Utilize “Disinterested Goodwill”


In terms of engagement techniques dating back to the time of Aristotle, ethos is an appeal to the authority, honesty, and credibility of the person speaking or writing.

And that’s exactly what builds trust and influence when anime critiquing is done well.

Aristotle also thought that a key component of effective ethos was a combination of likability and selflessness, which he characterized as “disinterested goodwill.”

Disinterest here doesn’t mean you don’t care if you get a beneficial outcome — it means you serve your audience whether or not you get that benefit from any particular person.

When you put together quality anime content that’s so good you could have charged money for it, you’re acting with “disinterested goodwill.” That means your audience received value regardless of whether they ever pay you a dime through Patreon or a similar service.

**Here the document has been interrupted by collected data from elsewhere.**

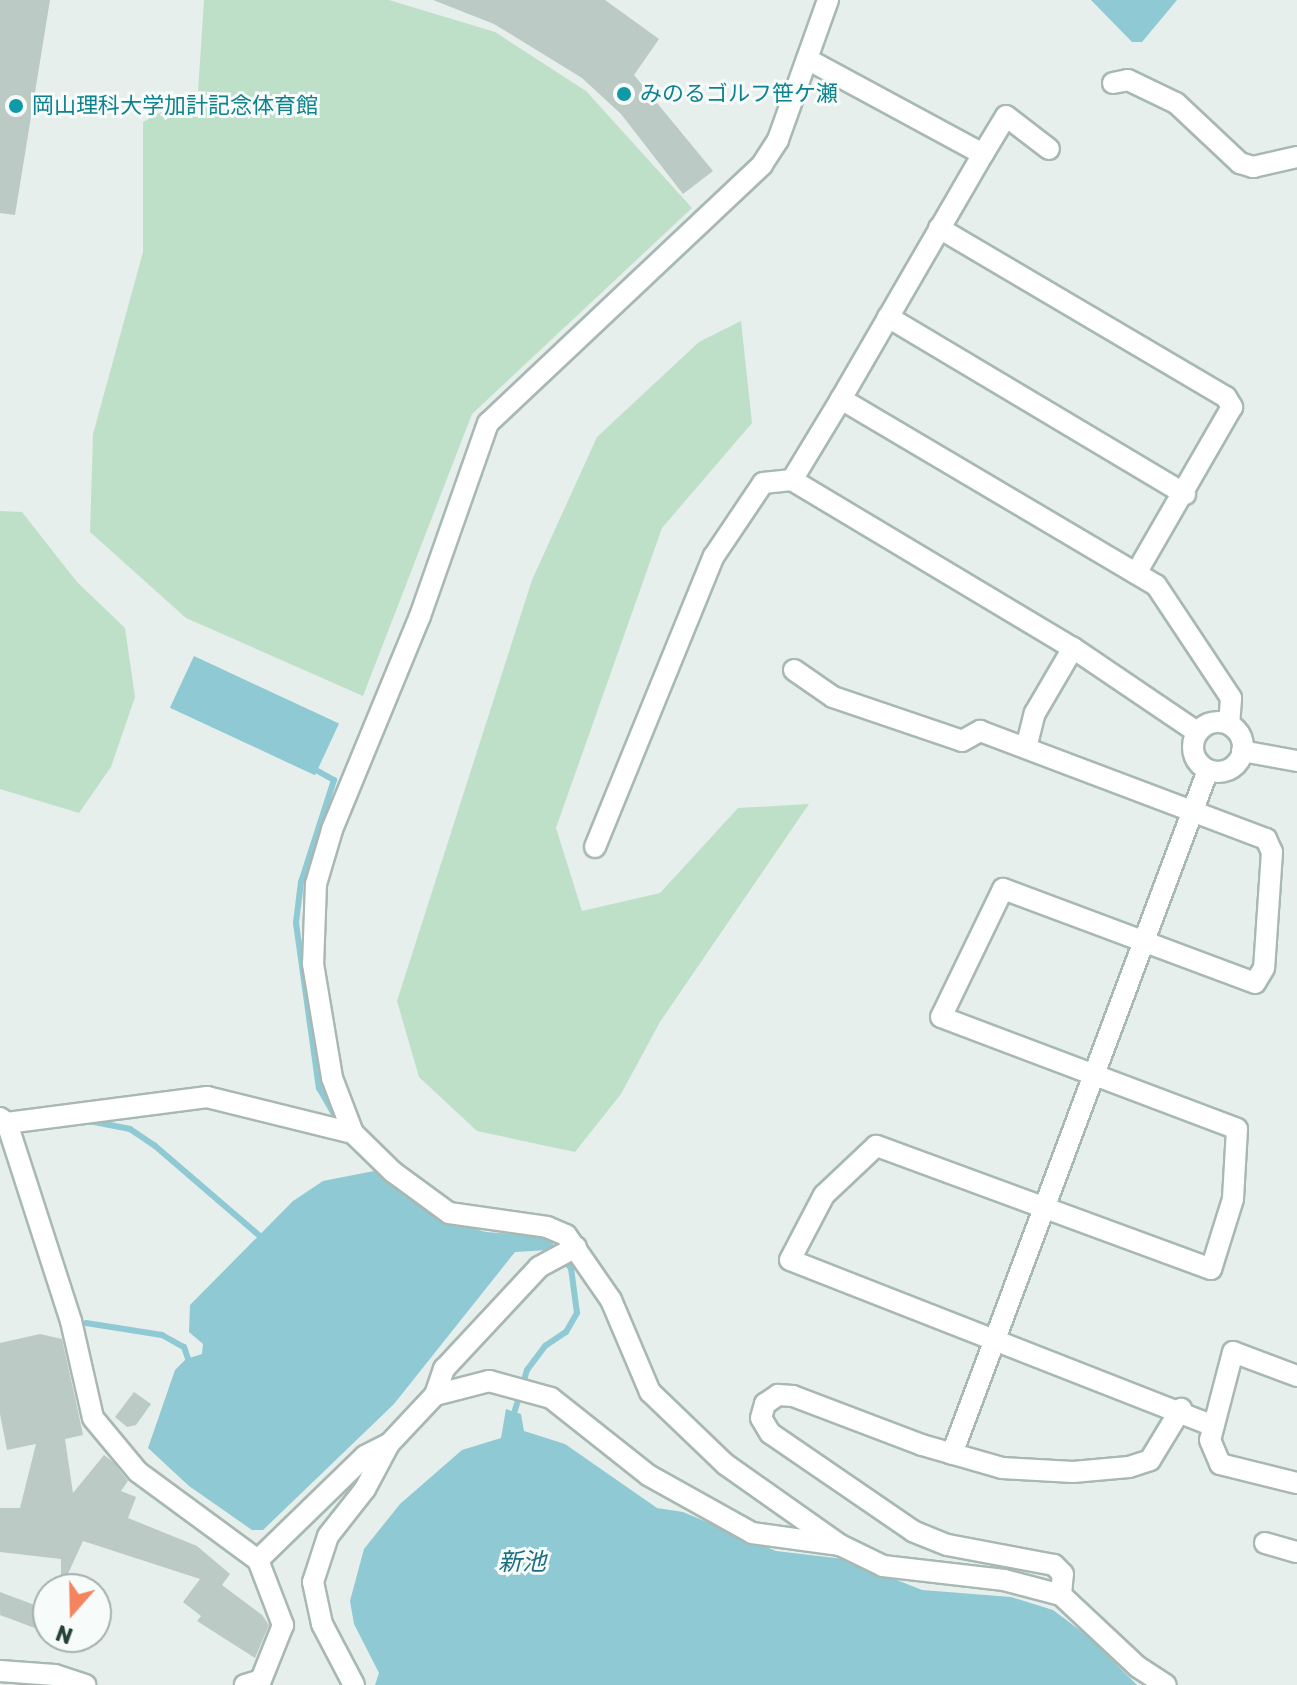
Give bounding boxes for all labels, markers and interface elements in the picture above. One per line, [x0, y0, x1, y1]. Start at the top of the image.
place label: みのるゴルフ笹ケ瀬 [640, 81, 838, 107]
marker: みのるゴルフ笹ケ瀬 [615, 85, 633, 103]
place label: 岡山理科大学加計記念体育館 [32, 93, 318, 119]
marker: 岡山理科大学加計記念体育館 [7, 97, 25, 115]
water label: 新池 [498, 1549, 546, 1577]
north arrow [32, 1573, 112, 1653]
text: N [52, 1619, 76, 1650]

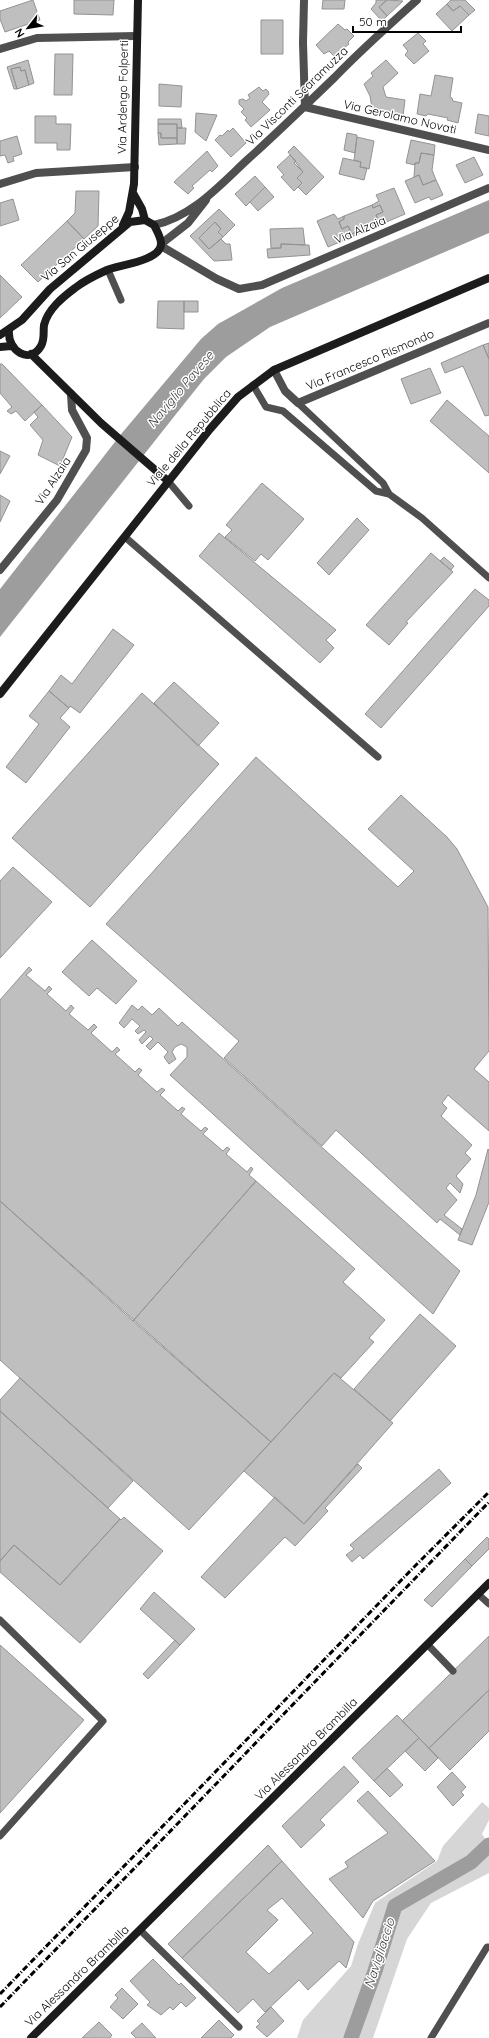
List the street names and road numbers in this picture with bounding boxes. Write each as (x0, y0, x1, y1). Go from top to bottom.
street label: Via Ardengo Folperti (114, 40, 131, 154)
street label: Via Visconti Scaramuzza (242, 43, 351, 148)
street label: Via Gerolamo Novati (342, 96, 458, 137)
street label: Via San Giuseppe (38, 211, 122, 284)
street label: Via Alzaia (332, 212, 388, 247)
street label: Via Francesco Rismondo (303, 326, 436, 393)
street label: Viale della Repubblica (143, 386, 234, 490)
street label: Via Alzaia (31, 454, 74, 508)
street label: Via Alessandro Brambilla (251, 1694, 360, 1803)
street label: Via Alessandro Brambilla (21, 1922, 132, 2029)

It’s this very aspect of anime critiquing that makes it unacceptable to some anime critics to do the opposite. The thought of providing something of dirt value with a clickbaity title to acquire views just drives that crowd nuts.

So do your best not to fall into that category.

Utilizing disinterested goodwill will naturally separate you from the rest of the pack, as you’ll be consistently providing valuable content with no catch.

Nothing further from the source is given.